* [THE TASK]
Repeat exactly the lines from the start of the records below through the line that contains "position:relative; width:1616px; height:1522px;", including both.

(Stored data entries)
▬▬▬

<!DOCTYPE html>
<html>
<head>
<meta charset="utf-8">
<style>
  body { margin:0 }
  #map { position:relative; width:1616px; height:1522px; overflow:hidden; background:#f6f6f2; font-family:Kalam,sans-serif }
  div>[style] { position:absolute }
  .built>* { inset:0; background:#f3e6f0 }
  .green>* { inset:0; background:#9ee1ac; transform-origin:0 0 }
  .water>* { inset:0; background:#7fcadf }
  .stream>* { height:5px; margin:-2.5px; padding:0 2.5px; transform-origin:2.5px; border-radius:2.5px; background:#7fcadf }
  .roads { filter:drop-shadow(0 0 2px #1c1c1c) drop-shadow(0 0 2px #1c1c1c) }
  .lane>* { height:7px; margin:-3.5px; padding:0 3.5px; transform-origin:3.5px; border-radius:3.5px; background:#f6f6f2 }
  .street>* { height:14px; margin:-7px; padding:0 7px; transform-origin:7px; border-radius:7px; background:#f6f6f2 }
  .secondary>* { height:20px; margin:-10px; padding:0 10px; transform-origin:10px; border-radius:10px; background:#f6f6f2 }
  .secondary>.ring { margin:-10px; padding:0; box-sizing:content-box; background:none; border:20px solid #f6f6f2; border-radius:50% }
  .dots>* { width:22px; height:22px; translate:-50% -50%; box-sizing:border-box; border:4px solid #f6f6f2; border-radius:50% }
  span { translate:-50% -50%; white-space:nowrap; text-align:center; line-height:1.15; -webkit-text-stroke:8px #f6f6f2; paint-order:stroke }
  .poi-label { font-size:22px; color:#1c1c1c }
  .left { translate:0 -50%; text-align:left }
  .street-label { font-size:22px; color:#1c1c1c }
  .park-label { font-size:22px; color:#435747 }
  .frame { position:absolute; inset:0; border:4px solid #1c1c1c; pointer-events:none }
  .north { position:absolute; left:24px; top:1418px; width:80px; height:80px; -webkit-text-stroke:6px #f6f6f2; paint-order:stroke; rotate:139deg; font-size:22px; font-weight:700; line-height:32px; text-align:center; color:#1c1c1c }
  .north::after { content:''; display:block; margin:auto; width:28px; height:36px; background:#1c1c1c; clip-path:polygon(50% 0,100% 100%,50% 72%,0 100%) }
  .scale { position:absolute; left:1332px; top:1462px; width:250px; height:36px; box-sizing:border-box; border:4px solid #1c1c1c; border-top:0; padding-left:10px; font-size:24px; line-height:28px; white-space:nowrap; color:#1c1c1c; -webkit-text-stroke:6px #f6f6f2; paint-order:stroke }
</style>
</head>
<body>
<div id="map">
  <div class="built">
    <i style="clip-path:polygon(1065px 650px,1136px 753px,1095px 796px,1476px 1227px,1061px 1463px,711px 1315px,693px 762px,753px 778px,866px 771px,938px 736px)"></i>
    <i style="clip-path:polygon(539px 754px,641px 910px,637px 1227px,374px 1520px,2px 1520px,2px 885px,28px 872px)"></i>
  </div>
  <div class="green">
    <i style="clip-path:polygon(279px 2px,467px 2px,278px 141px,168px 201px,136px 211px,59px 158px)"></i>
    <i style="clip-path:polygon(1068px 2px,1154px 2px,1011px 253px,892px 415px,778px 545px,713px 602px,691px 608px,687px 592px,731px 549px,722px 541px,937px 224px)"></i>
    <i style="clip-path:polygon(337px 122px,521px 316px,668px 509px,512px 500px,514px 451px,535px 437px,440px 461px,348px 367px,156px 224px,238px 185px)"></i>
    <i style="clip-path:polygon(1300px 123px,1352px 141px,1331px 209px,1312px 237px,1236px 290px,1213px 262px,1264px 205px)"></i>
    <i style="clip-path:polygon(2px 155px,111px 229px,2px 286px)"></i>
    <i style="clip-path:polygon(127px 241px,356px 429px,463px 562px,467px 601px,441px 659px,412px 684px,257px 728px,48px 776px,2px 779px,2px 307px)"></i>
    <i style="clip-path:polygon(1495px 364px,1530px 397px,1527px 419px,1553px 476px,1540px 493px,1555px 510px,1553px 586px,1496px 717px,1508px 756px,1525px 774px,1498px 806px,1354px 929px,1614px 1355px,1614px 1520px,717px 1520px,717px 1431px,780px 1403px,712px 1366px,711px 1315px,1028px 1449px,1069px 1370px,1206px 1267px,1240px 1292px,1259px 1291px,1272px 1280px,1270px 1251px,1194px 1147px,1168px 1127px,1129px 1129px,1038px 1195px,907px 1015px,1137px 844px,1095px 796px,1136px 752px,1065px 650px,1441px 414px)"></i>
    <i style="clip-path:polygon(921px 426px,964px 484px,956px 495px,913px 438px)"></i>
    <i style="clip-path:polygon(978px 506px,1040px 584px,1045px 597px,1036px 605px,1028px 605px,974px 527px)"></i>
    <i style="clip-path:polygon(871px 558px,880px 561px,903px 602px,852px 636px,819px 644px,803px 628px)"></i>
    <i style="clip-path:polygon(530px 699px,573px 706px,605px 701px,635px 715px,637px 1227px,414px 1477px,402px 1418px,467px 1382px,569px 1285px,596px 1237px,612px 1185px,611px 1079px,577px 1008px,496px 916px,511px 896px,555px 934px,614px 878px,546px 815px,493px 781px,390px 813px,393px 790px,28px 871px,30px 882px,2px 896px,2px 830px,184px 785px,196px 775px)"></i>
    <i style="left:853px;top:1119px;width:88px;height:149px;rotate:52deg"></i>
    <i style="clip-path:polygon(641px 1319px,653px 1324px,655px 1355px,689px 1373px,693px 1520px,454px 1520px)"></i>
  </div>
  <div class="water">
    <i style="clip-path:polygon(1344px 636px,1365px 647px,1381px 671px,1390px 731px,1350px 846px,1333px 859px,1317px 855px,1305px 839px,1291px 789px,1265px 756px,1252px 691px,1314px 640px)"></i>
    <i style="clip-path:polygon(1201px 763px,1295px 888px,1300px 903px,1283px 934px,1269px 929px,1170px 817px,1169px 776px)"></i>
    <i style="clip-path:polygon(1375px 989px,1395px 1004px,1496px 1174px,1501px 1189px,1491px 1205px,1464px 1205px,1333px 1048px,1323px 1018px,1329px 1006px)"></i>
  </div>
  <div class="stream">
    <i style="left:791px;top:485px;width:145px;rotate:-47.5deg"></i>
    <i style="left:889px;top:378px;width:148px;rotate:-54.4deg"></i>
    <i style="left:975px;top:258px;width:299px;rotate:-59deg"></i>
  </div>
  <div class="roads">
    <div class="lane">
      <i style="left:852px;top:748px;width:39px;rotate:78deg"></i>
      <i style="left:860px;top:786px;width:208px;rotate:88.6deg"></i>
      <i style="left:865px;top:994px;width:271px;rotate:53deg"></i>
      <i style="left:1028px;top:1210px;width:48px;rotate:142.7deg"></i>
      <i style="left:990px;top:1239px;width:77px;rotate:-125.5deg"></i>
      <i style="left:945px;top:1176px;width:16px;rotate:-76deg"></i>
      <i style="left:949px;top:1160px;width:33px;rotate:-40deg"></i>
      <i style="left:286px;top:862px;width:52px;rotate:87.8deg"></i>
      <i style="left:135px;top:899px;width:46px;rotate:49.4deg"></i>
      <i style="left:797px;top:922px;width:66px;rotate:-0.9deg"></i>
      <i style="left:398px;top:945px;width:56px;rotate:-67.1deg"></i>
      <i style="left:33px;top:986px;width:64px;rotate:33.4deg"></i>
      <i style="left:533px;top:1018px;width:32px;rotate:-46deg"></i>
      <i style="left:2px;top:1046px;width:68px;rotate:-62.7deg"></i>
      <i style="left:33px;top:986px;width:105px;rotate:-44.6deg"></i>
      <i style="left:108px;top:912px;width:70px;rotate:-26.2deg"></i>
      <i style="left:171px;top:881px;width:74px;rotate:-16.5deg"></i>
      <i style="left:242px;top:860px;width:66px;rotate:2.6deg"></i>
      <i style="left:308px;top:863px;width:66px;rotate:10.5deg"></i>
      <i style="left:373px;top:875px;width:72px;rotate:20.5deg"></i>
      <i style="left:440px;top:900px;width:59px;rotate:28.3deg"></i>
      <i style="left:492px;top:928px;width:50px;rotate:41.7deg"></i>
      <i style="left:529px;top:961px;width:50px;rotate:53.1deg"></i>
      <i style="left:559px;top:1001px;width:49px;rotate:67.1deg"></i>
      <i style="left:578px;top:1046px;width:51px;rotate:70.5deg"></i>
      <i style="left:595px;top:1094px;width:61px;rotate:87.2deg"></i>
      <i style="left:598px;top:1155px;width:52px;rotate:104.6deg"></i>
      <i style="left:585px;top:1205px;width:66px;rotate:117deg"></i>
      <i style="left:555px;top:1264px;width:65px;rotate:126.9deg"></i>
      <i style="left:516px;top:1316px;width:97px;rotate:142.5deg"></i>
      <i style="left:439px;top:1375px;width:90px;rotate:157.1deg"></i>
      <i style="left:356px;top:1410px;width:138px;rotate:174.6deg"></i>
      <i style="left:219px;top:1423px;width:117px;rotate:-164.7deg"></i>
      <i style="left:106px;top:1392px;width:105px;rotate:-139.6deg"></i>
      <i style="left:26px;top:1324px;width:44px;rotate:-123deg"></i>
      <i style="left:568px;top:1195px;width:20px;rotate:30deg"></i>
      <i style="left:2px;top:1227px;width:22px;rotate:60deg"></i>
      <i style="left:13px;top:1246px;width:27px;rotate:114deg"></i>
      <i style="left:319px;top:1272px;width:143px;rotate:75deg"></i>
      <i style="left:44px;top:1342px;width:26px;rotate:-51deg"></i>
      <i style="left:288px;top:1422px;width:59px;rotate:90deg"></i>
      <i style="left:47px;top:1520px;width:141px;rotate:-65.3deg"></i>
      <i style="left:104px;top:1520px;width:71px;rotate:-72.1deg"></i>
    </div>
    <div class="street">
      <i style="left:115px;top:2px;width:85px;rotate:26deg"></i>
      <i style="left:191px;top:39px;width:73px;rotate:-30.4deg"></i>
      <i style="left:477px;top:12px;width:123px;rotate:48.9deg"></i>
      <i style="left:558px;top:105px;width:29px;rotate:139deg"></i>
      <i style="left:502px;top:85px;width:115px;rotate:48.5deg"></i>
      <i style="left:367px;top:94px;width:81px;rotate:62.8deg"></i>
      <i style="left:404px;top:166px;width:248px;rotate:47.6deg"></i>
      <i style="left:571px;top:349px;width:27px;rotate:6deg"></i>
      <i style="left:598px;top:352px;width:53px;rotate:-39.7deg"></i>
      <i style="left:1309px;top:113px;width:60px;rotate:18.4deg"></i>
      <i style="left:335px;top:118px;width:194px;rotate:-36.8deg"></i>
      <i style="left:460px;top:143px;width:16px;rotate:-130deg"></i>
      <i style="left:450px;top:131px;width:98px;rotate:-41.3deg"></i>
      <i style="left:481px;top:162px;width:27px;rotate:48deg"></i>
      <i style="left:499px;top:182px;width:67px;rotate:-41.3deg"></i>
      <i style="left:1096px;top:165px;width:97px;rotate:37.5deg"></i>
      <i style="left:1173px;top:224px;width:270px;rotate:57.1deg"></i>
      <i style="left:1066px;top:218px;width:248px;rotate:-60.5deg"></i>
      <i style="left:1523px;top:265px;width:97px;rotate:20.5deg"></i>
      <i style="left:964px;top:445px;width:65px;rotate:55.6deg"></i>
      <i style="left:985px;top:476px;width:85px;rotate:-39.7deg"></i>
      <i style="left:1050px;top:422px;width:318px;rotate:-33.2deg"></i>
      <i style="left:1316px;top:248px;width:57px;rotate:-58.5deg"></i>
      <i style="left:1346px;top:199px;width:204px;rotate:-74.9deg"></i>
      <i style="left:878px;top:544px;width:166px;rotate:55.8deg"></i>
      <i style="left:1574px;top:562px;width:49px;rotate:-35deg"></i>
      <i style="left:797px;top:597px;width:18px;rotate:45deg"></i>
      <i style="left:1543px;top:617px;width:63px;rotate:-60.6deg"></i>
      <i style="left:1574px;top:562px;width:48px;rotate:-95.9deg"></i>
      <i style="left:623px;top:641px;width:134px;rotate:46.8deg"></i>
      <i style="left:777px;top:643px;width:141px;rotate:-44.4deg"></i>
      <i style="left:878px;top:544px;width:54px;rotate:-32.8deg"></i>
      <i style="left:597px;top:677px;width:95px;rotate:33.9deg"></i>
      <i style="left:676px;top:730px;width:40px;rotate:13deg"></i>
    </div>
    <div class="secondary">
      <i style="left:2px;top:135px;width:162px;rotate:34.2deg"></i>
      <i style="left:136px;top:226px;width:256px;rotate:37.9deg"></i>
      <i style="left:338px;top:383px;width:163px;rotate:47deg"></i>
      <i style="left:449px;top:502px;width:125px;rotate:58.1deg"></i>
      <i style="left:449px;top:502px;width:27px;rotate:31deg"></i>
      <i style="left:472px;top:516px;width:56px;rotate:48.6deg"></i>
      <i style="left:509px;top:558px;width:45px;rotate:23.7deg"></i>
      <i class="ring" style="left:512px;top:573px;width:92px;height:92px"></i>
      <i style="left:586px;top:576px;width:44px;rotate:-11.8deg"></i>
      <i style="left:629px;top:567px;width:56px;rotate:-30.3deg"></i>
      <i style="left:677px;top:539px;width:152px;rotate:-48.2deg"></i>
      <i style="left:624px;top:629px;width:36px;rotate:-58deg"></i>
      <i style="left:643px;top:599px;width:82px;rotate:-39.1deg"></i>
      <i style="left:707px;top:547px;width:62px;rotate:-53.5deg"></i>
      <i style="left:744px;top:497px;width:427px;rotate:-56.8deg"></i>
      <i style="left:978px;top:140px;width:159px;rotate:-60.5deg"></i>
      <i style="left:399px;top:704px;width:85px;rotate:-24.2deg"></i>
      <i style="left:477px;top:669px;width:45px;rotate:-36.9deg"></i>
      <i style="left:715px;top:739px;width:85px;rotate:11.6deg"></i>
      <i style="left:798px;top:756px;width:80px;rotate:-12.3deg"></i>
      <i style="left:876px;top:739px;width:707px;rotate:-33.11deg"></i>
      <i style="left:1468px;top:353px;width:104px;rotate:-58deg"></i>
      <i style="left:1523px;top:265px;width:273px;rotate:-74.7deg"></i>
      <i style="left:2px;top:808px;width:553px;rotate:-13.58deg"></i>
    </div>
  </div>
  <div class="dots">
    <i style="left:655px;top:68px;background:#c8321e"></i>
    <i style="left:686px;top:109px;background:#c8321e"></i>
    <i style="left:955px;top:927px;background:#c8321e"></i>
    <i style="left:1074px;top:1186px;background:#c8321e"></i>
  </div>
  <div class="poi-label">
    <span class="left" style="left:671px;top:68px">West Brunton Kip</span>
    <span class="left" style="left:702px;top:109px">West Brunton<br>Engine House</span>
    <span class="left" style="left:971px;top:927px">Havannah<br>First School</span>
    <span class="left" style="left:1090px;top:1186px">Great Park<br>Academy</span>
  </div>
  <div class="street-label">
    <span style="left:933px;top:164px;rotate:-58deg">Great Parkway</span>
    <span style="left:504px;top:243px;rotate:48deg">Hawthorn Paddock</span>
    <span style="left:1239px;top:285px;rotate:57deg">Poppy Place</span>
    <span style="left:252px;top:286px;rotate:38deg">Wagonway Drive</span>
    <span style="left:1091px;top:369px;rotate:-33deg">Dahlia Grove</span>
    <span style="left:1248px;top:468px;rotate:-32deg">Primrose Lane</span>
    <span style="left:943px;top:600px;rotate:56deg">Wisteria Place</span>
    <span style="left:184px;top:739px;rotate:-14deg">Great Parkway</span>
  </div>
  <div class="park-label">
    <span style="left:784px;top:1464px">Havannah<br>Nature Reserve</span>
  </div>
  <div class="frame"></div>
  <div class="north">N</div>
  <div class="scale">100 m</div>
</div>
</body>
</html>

▬▬▬

* [TASK ANSWER]
<!DOCTYPE html>
<html>
<head>
<meta charset="utf-8">
<style>
  body { margin:0 }
  #map { position:relative; width:1616px; height:1522px; overflow:hidden; background:#f6f6f2; font-family:Kalam,sans-serif }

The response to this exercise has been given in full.